Add nodes/change the instance type of the AWS EKS cluster
This runbook covers how to increase the number of nodes in an eks cluster and/or change the instance type (worker_node_machine_type)
This can address the problem of CPU high usage/load
Add nodes to the eks cluster
Requirements
1. Ensure you have access to the Cloud Platform AWS account
2. Access to the EKS cluster
Cluster configuration:
cluster.tf
Use
git crypt unlock
to see the following code:
node_groups = {
default_ng = {
desired_capacity = var.cluster_node_count
max_capacity = 30
min_capacity = 1
subnets = data.aws_subnet_ids.private.ids
instance_type = var.worker_node_machine_type
k8s_labels = {
Terraform = "true"
Cluster = local.cluster_name
Domain = local.cluster_base_domain_name
}
additional_tags = {
default_ng = "true"
}
}
Variable.tf
variable "vpc_name" {
description = "The VPC name where the cluster(s) are going to be provisioned.
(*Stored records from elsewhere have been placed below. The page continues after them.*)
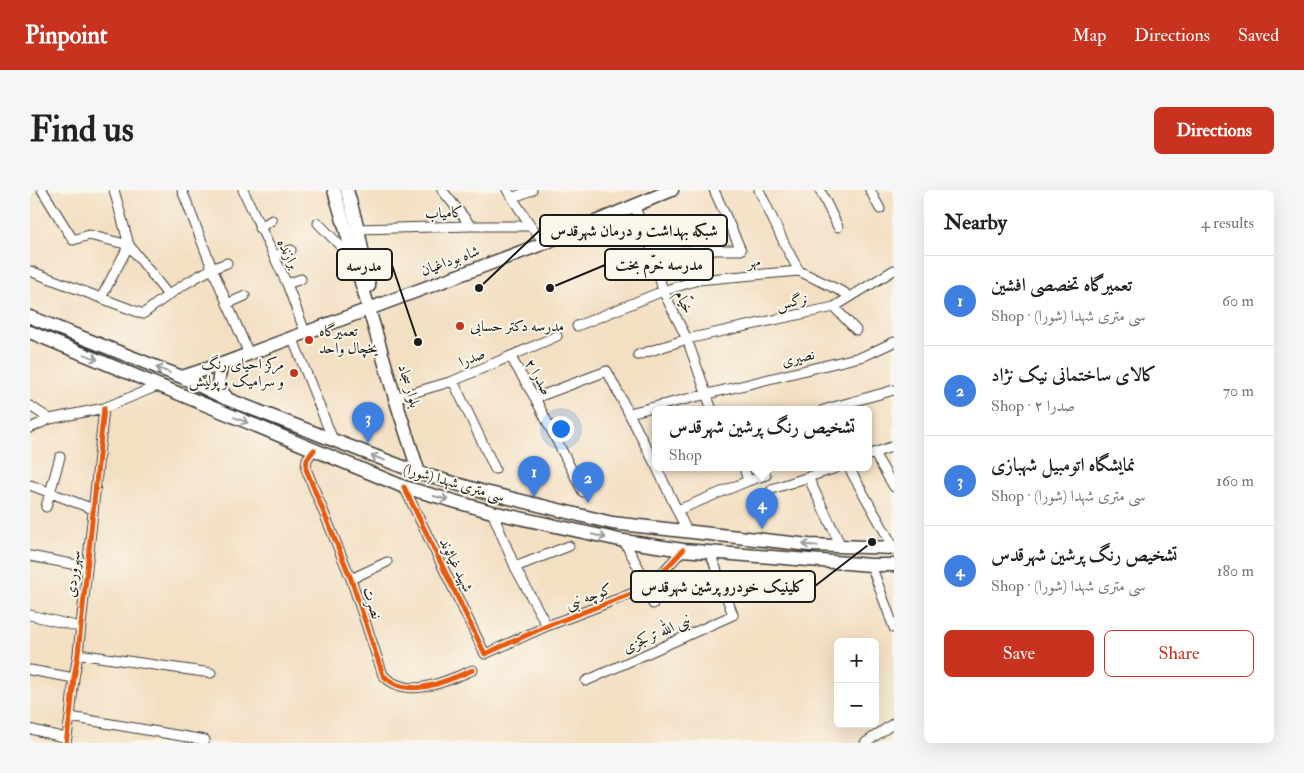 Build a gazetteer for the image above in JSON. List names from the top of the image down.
{
  "streets": {
    "main road": ["شاه بوداغیان", "بلوار سجاد", "سی متری شهدا (شورا)"],
    "street": [
      "کامیاب",
      "برازنده",
      "مهر",
      "خیّام",
      "نرگس",
      "صدرا",
      "نصیری",
      "صدرا ۲",
      "شهید غیاثوند",
      "سهروردی",
      "کوچه نبی",
      "نصرت",
      "نبی الله ترکجزی"
    ]
  },
  "crossings": [
    ["کامیاب", "بلوار سجاد"],
    ["برازنده", "شاه بوداغیان"],
    ["شاه بوداغیان", "خیّام"],
    ["شاه بوداغیان", "بلوار سجاد"],
    ["شاه بوداغیان", "سی متری شهدا (شورا)"],
    ["مهر", "خیّام"],
    ["خیّام", "نرگس"],
    ["خیّام", "نصیری"],
    ["صدرا", "صدرا ۲"],
    ["صدرا", "بلوار سجاد"],
    ["بلوار سجاد", "سی متری شهدا (شورا)"],
    ["سی متری شهدا (شورا)", "شهید غیاثوند"],
    ["سی متری شهدا (شورا)", "کوچه نبی"],
    ["سی متری شهدا (شورا)", "نصرت"],
    ["سی متری شهدا (شورا)", "نبی الله ترکجزی"],
    ["شهید غیاثوند", "کوچه نبی"]
  ],
  "places": [
    "شبکه بهداشت و درمان شهرقدس",
    "مدرسه خرّم بخت",
    "مدرسه دکتر حسابی",
    "تعمیرگاه یخچال واحد",
    "مدرسه",
    "مرکز احیای رنگ و سرامیک و پولیش",
    "کلینیک خودرو پرشین شهرقدس"
  ],
  "page": {
    "header": "Pinpoint",
    "nav": ["Map", "Directions", "Saved"],
    "buttons": [
      "Directions",
      ["Save", "Share"]
    ],
    "title": "Find us",
    "heading": ["Nearby", "4 results"],
    "list": [
      {
        "mark": "1",
        "name": "تعمیرگاه تخصصی افشین",
        "note": "Shop · سی متری شهدا (شورا)",
        "value": "60 m"
      },
      {
        "mark": "2",
        "name": "کالای ساختمانی نیک نژاد",
        "note": "Shop · صدرا ۲",
        "value": "70 m"
      },
      {
        "mark": "3",
        "name": "نمایشگاه اتومبیل شهبازی",
        "note": "Shop · سی متری شهدا (شورا)",
        "value": "160 m"
      },
      {
        "mark": "4",
        "name": "تشخیص رنگ پرشین شهرقدس",
        "note": "Shop · سی متری شهدا (شورا)",
        "value": "180 m"
      }
    ],
    "pins": [
      "3",
      "1",
      "2",
      "4"
    ],
    "popup": ["تشخیص رنگ پرشین شهرقدس", "Shop"],
    "map_buttons": ["+", "−"]
  }
} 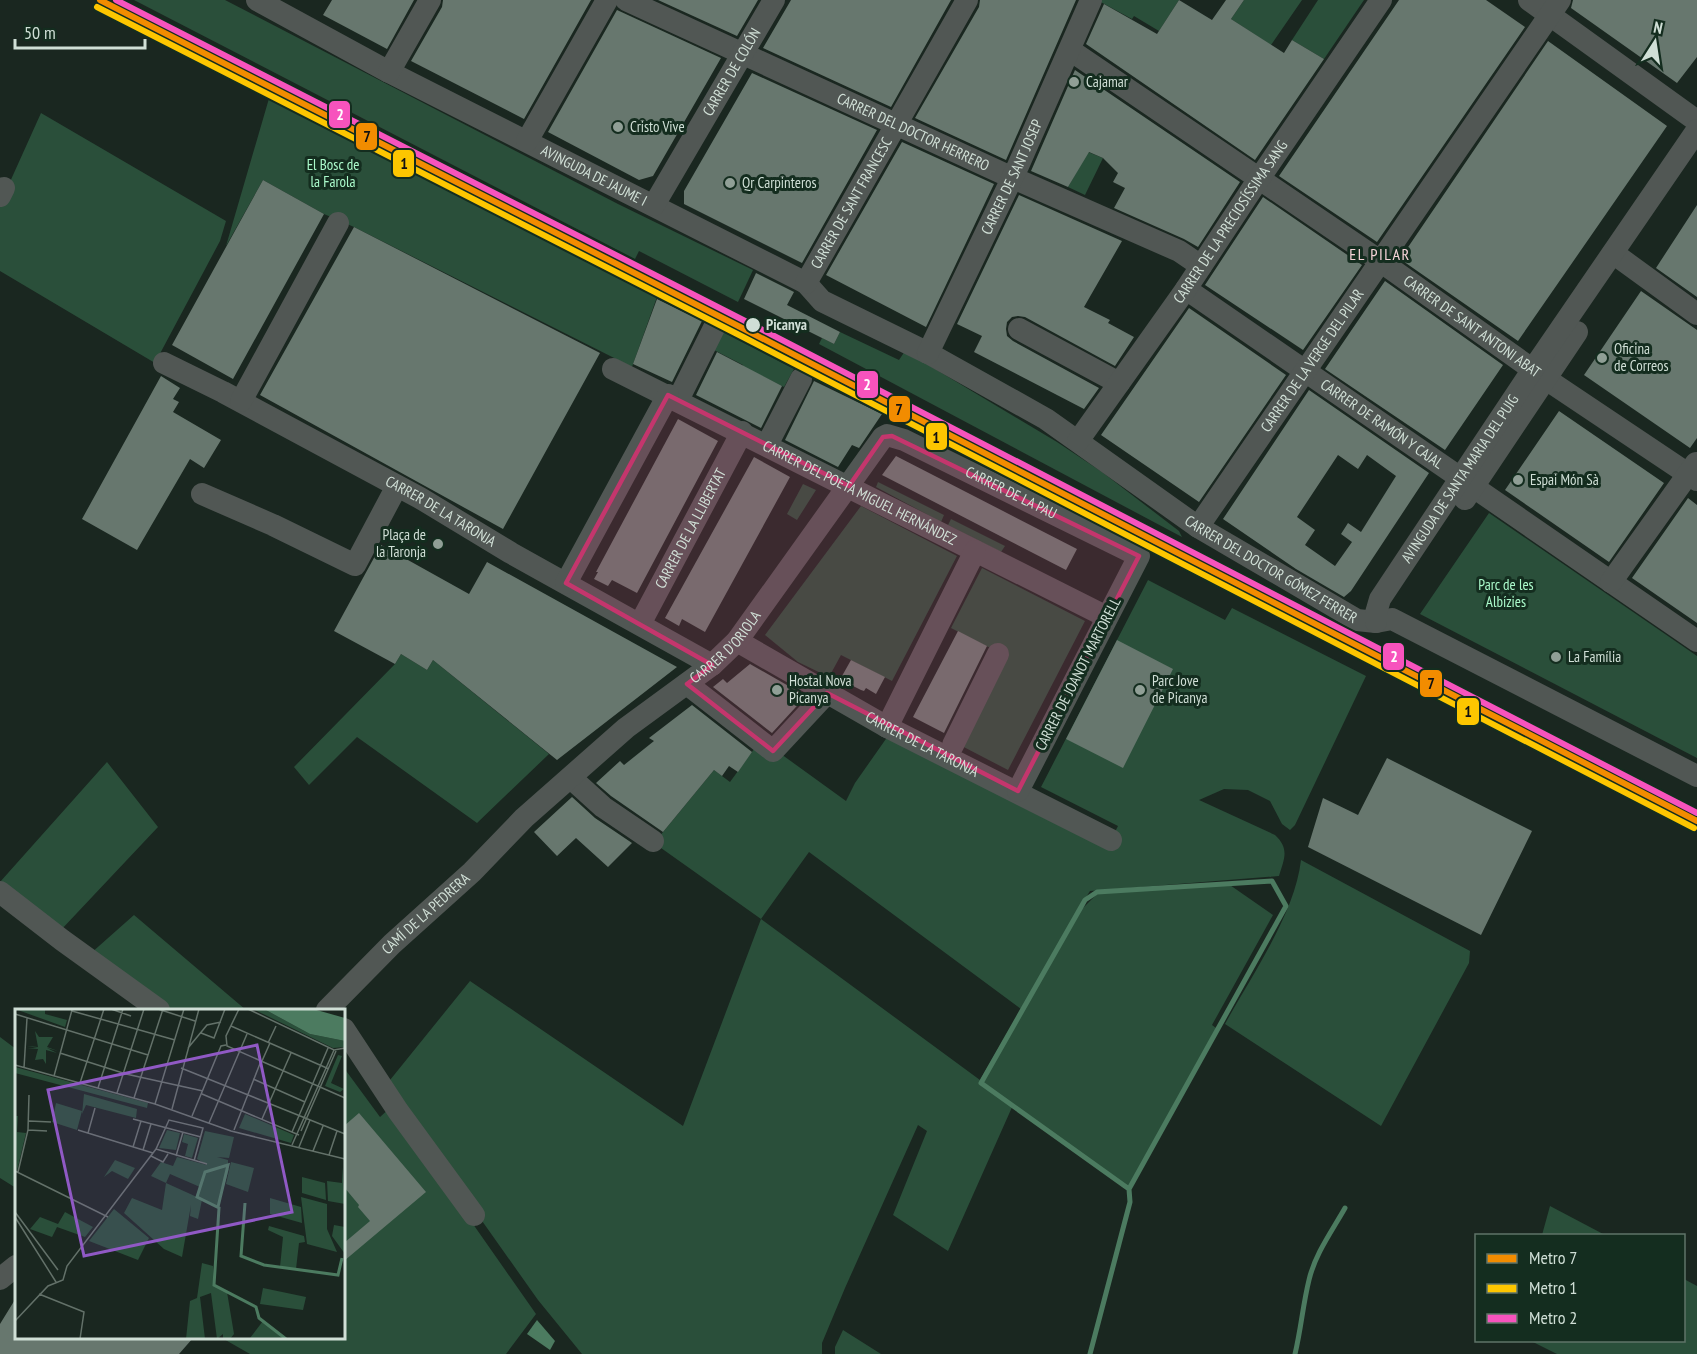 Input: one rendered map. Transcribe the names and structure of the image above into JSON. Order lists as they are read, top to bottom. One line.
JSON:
{"streets":{"street":["CARRER DE COLÓN","CARRER DEL DOCTOR HERRERO","AVINGUDA DE JAUME I","CARRER DE SANT JOSEP","CARRER DE SANT FRANCESC","CARRER DE LA PRECIOSÍSSIMA SANG","CARRER DE SANT ANTONI ABAT","CARRER DE LA VERGE DEL PILAR","CARRER DE RAMÓN Y CAJAL","AVINGUDA DE SANTA MARIA DEL PUIG","CARRER DEL POETA MIGUEL HERNÁNDEZ","CARRER DE LA PAU","CARRER DE LA TARONJA","CARRER DE LA LLIBERTAT","CARRER DEL DOCTOR GÓMEZ FERRER","CARRER D'ORIOLA","CARRER DE JOANOT MARTORELL","CAMÍ DE LA PEDRERA"]},"crossings":[["CARRER DE COLÓN","CARRER DEL DOCTOR HERRERO"],["CARRER DE COLÓN","AVINGUDA DE JAUME I"],["CARRER DEL DOCTOR HERRERO","CARRER DE SANT JOSEP"],["CARRER DEL DOCTOR HERRERO","CARRER DE SANT FRANCESC"],["CARRER DEL DOCTOR HERRERO","CARRER DE LA PRECIOSÍSSIMA SANG"],["AVINGUDA DE JAUME I","CARRER DE SANT JOSEP"],["AVINGUDA DE JAUME I","CARRER DE SANT FRANCESC"],["AVINGUDA DE JAUME I","CARRER DEL DOCTOR GÓMEZ FERRER"],["CARRER DE SANT JOSEP","CARRER DE SANT ANTONI ABAT"],["CARRER DE SANT JOSEP","CARRER DEL DOCTOR GÓMEZ FERRER"],["CARRER DE LA PRECIOSÍSSIMA SANG","CARRER DE SANT ANTONI ABAT"],["CARRER DE LA PRECIOSÍSSIMA SANG","CARRER DE RAMÓN Y CAJAL"],["CARRER DE LA PRECIOSÍSSIMA SANG","CARRER DEL DOCTOR GÓMEZ FERRER"],["CARRER DE SANT ANTONI ABAT","CARRER DE LA VERGE DEL PILAR"],["CARRER DE SANT ANTONI ABAT","AVINGUDA DE SANTA MARIA DEL PUIG"],["CARRER DE LA VERGE DEL PILAR","CARRER DE RAMÓN Y CAJAL"],["CARRER DE LA VERGE DEL PILAR","CARRER DEL DOCTOR GÓMEZ FERRER"],["CARRER DE RAMÓN Y CAJAL","AVINGUDA DE SANTA MARIA DEL PUIG"],["AVINGUDA DE SANTA MARIA DEL PUIG","CARRER DEL DOCTOR GÓMEZ FERRER"],["CARRER DEL POETA MIGUEL HERNÁNDEZ","CARRER DE LA LLIBERTAT"],["CARRER DEL POETA MIGUEL HERNÁNDEZ","CARRER D'ORIOLA"],["CARRER DEL POETA MIGUEL HERNÁNDEZ","CARRER DE JOANOT MARTORELL"],["CARRER DE LA PAU","CARRER D'ORIOLA"],["CARRER DE LA PAU","CARRER DE JOANOT MARTORELL"],["CARRER DE LA TARONJA","CARRER DE LA LLIBERTAT"],["CARRER DE LA TARONJA","CARRER D'ORIOLA"],["CARRER DE LA TARONJA","CARRER DE JOANOT MARTORELL"],["CARRER D'ORIOLA","CAMÍ DE LA PEDRERA"]],"districts":["EL PILAR"],"parks":["El Bosc de la Farola","Parc de les Albízies"],"places":["Cajamar","Cristo Vive","Qr Carpinteros","Picanya","Oficina de Correos","Espai Món Sà","Plaça de la Taronja","La Família","Hostal Nova Picanya","Parc Jove de Picanya"],"lines":["metro line 7","metro line 2","metro line 1"],"legend":["Metro 7","Metro 1","Metro 2"],"scale_bar":"50 m","north":"top"}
VPCs are created in cloud-platform-network"
default = ""
}
variable "cluster_node_count" {
description = "The number of worker node in the cluster"
default = "4"
}
variable "worker_node_machine_type" {
description = "The AWS EC2 instance types to use for worker nodes"
default = "m4.large"
}
Issue
There is an issue that you cannot update the default “cluster_node_count” (in isolation) with terraform
- unless you increase the default “worker_node_machine_type” too.
The issue is to do with auto-scaling complexities utilising Terrafom - please see here
Therefore you either have to update default “worker_node_machine_type” to - in above example “m4.xlarge” and also the default “cluster_node_count” to - in above example “5” or “6”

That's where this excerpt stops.